此刻,黄河临窗而立,跳望远方。积雪群山连绵不绝伸向更远的远方,距离一远,眼里的事物便有些模糊不清。黄河想起,上山一年多了,他记得刚到这里时,看着积雪群山,心里还泉水一样涌出“山舞银蛇”几个字。现在他对满头白发的山脊兴味索然。半山腰,一些雪融化成水奔向山脚,露出点点斑驳的铅色、灰色、黑色、黄土色,还有些像是火烧后的褐色,是摧毁了白色后,留下的不干净的颜色。河流银光闪闪,匍匐在最低处,无声无息地流动着,在河水与雪线之间,裸露出荒芜的沙土和岩石。
随着河水流动的,还有一坨黄泥巴。那是一条狗,它周身土黄色,毛发在空旷的原野上翻滚,让人一下就看到了风的样子。黄狗在没有雨雪的日子,偶尔会跑出营房,在河流旁的青藏公路上来回遛达,时不时摇头晃脑四下张望。方圆几百里地,没有它的同伴,黄河想到自己的处境,忽然理解了狗的无聊。
这时,营房里有人大声喊:阿黄。声音仿若炸雷,把柴油机声嘶力竭的轰隆隆呼喊盖住了。黄河噢了声,歪着脑门瞅了瞅,确定没人叫自己,又继续看向远方。只是一声喊叫,狗便兴冲冲地往回跑。黄河不喜欢狗,他小时候被邻家的狗追咬过,内心留下了阴影。他同样不喜欢阿黄,除了是条狗外,老兵们还给了它一个黄姓,给狗起姓的兵是大大的坏蛋,他不知在心里暗骂了多少次。老兵们把狗叫阿黄,把他也叫阿黄。第一个喊他阿黄的是配电班班长许元,许元对他说,阿黄你过来,他们怎么把你也叫阿黄?那眼神和语气,好似连队叫阿黄的,真是个人而不是一条狗。许元说,这不公平,怎么能这么叫你呢?哪个操蛋家伙叫的,我跟他没完。一席话说得黄河心里热乎乎的。他想,这醋坛子,仗义。再一想,又觉得有些不对劲,不正是他许元这么叫的么!

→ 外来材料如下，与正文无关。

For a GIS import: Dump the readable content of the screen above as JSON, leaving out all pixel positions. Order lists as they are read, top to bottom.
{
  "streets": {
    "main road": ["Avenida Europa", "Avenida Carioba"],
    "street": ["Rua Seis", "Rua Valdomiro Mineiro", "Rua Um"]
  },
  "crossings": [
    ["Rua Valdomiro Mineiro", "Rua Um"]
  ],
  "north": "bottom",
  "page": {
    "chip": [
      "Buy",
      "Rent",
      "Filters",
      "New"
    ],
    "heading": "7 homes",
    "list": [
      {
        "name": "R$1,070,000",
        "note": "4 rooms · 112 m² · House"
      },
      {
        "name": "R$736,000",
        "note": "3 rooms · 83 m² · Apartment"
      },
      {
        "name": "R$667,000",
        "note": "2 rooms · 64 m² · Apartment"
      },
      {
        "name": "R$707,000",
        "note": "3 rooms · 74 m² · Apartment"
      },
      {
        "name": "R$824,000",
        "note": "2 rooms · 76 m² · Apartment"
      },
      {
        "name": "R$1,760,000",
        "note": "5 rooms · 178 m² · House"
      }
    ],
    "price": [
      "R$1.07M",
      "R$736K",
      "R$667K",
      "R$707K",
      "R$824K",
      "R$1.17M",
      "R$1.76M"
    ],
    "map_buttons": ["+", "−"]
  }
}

黄河放下手中的书,不再看窗外的风景。再美的风景,看多了,都是萧瑟和荒凉。何况,这蛮荒之地,到处弥漫着死亡的气息。黄河走到楼下时,许元正在用手抚摸狗的脊梁。那动作满是柔情,好似在摸他两年不曾谋面的老婆。不过,老兵许元没老婆了,他老婆两年前跟人跑了,那人是他高中同学。从他们身边跨过时,狗还友好地冲黄河摇了摇尾巴。黄河厌恶至极,理都不理。若不是看老兵许元的面子,他会习惯性地给它一脚。黄河最看不惯的就是摇头摆尾、巴结讨好、溜须拍马……可这些看不惯天天在眼前晃来晃去,烦死个人!

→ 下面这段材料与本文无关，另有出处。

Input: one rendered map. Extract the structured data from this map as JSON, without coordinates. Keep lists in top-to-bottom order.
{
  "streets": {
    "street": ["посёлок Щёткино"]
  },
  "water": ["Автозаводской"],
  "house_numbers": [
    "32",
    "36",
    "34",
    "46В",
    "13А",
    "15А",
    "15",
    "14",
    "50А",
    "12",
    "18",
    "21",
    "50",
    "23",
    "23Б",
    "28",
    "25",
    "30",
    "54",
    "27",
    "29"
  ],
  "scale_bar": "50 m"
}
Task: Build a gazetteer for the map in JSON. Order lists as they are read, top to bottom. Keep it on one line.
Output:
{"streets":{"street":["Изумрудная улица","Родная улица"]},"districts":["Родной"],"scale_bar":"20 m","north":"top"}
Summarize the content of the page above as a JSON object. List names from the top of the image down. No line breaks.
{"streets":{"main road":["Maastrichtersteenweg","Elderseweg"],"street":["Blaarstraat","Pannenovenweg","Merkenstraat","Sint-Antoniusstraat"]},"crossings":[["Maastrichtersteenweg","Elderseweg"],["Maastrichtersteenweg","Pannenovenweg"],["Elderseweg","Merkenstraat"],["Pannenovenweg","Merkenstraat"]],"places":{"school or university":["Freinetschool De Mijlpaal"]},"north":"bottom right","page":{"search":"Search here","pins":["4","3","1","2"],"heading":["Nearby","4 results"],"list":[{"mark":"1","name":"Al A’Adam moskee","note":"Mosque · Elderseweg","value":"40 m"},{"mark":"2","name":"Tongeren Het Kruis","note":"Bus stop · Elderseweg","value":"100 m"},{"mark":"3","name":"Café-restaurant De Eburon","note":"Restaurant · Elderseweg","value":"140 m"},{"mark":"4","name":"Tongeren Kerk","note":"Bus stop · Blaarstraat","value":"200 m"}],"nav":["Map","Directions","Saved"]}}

许元说,小秀才,你干啥?黄河说,我去温泉泡脚。狗在场时,大家称他为小秀才,狗不在场,大家就叫他阿黄。许元说,大清早的,泡个球的脚,水里硫化氢超标,老泡,对脚有害,腐蚀脚,对皮肤也不好。黄河说,我有脚气,正好以毒攻毒。要不跟我一起下山吧,我带你去看妹子。许元说,格尔木的妹子长得喜人,好看太太。一会给养车来,我们一起走,把阿黄也带上。黄河嘴上说我不去,心里嘀咕,你说了又不算。
许元是连队里下山次数最多的,因为他业务多,无论是配电、仪表、柴油机修理,还是野外输油管线抢修,他都有几把刷子,是连队的骨干。所谓骨干,要么是老油条,要么是老黄牛。无论是老油条还是老黄牛,在连队大小事情上,都是有“话语权”有“底气”的人。黄河对他们的印象是能力强、见识多。当然,毛病也多。连长也是这么说的,这点他与连长不谋而合。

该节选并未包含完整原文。